DATA SHOWN:
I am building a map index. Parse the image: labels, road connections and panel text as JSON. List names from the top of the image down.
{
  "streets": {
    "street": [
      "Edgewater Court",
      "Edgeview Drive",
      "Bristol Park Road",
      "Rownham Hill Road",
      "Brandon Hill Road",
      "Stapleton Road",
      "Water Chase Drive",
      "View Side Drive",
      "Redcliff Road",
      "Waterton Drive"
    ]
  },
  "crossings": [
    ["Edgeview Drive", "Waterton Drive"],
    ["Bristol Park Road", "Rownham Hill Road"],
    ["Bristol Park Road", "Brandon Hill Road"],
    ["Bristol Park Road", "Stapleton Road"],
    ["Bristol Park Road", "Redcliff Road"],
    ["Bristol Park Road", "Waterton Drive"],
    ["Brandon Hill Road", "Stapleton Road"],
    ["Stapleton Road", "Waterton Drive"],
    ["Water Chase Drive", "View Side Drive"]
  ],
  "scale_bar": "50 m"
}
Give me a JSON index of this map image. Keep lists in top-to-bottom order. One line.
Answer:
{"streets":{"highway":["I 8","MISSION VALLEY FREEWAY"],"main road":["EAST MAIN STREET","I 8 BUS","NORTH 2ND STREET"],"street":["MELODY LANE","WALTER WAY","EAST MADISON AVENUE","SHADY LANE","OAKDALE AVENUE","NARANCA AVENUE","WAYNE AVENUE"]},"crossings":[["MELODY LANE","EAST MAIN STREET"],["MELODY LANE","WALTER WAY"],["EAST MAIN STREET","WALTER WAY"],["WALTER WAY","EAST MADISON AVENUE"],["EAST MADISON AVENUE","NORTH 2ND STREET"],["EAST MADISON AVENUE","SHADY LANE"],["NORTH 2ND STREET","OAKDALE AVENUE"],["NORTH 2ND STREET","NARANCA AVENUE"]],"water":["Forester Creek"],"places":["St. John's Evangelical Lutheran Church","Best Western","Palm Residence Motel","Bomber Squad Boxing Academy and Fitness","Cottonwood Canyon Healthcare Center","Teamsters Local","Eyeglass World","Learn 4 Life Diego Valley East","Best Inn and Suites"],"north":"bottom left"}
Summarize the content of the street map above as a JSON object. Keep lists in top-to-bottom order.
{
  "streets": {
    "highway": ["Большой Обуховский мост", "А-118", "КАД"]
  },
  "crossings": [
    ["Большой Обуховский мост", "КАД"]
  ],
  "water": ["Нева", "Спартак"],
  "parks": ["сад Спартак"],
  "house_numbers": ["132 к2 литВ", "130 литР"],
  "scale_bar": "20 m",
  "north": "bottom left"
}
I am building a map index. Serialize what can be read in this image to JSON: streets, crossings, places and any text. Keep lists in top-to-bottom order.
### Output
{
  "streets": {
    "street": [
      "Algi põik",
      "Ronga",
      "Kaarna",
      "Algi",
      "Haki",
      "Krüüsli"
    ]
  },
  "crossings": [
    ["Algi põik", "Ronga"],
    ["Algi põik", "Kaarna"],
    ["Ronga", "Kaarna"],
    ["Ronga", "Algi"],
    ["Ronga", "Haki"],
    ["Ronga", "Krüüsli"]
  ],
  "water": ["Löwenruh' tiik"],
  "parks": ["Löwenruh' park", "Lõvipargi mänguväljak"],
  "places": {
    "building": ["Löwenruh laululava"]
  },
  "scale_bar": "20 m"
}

EXERCISE OBJECTIVE:
From the listing above, pick out each line where the word "this" appears.

FINAL ANSWER:
Give me a JSON index of this map image. Keep lists in top-to-bottom order. One line.
I am building a map index. Serialize what can be read in this image to JSON: streets, crossings, places and any text. Keep lists in top-to-bottom order.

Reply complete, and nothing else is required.